1. Configure Firewall Settings


If you're not already logged in, to get started:

  1. Go to https://vchs.vmware.com/login and log in to vCloud Air.
  2. On the Dashboard tab, click the virtual data center where you want to configure firewall settings (in this example, we use the SHAREPOINT virtual data center).



  3. Firewall rules can be added in both the vCloud Air UI and the vCloud Director UI. To configure the firewall via the vCloud Director UI, click the Gateways tab, and then click Manage in vCloud Director.



    Before configuring firewall settings, you need to know the external IP address.

  4. To identify the external IP address, click the Edge Gateways tab, select the corresponding network, and then click External IP Allocations.



  5. In the IP Allocations window, note the external IP address.
  • In this example, the external IP address is set to 69.194.137.230.

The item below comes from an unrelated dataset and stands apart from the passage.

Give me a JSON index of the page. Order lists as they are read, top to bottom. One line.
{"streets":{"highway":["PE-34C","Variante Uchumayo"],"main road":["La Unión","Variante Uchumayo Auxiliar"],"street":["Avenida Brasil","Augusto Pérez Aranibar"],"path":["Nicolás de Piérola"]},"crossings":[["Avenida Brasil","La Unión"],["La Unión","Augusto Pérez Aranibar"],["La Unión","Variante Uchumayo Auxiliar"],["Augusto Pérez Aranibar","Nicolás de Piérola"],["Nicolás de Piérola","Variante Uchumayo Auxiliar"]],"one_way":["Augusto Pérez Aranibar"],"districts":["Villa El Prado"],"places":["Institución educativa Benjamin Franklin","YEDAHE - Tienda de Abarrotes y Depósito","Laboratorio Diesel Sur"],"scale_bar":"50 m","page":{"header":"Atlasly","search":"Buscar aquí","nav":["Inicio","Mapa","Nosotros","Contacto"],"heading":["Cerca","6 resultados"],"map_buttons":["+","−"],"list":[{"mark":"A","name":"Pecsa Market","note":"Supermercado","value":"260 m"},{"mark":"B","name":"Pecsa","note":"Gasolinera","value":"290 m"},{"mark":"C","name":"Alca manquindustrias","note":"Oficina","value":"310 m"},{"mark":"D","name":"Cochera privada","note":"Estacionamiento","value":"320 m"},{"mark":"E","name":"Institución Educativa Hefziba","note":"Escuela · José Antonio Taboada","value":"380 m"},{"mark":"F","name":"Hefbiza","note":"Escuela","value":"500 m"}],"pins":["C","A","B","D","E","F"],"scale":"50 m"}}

6. Click Cancel to return to the vCloud Director Administration window.

7. To configure firewall settings, select the gateway again, and then click Edge Gateway Services.



8. In the Configure Services window, click the Firewall tab and note the following:

  • The firewall is enabled by default.
  • The firewall is set to Deny for all rules.
  • This means that you must add rules to let certain kinds of traffic through.




9. Click Add to create a firewall rule.

10. In the Add Firewall Rule window, complete the following fields:

  • Note that for this example, we will create a simple rule to allow ICMP.
  • Name: Enter a name for the rule (We use Allow ICMP here).
  • Source: Enter external to accept any external traffic.
  • Destination: Enter any so that you can test pings.
  • Protocol: Select ICMP.
  • Action: Choose Allow.




11. Click OK to create the firewall rule and return to the Configure Services window.
After creating new firewall rules, you must reconfigure the gateway to recognize them.

12. In the Configure Services window, go to the Firewall tab and click OK.



13. Verify that the firewall is configured by pinging the gateway and watching that traffic is allowed through.


2. Manage Firewalls from the Network


Alternatively, you can manage and edit firewall settings from the routed network.

  1. On the Org VDC Networks tab, click the routed network, and then click Configure Services.



  2. Complete Steps 8-13 above to create the firewall rule.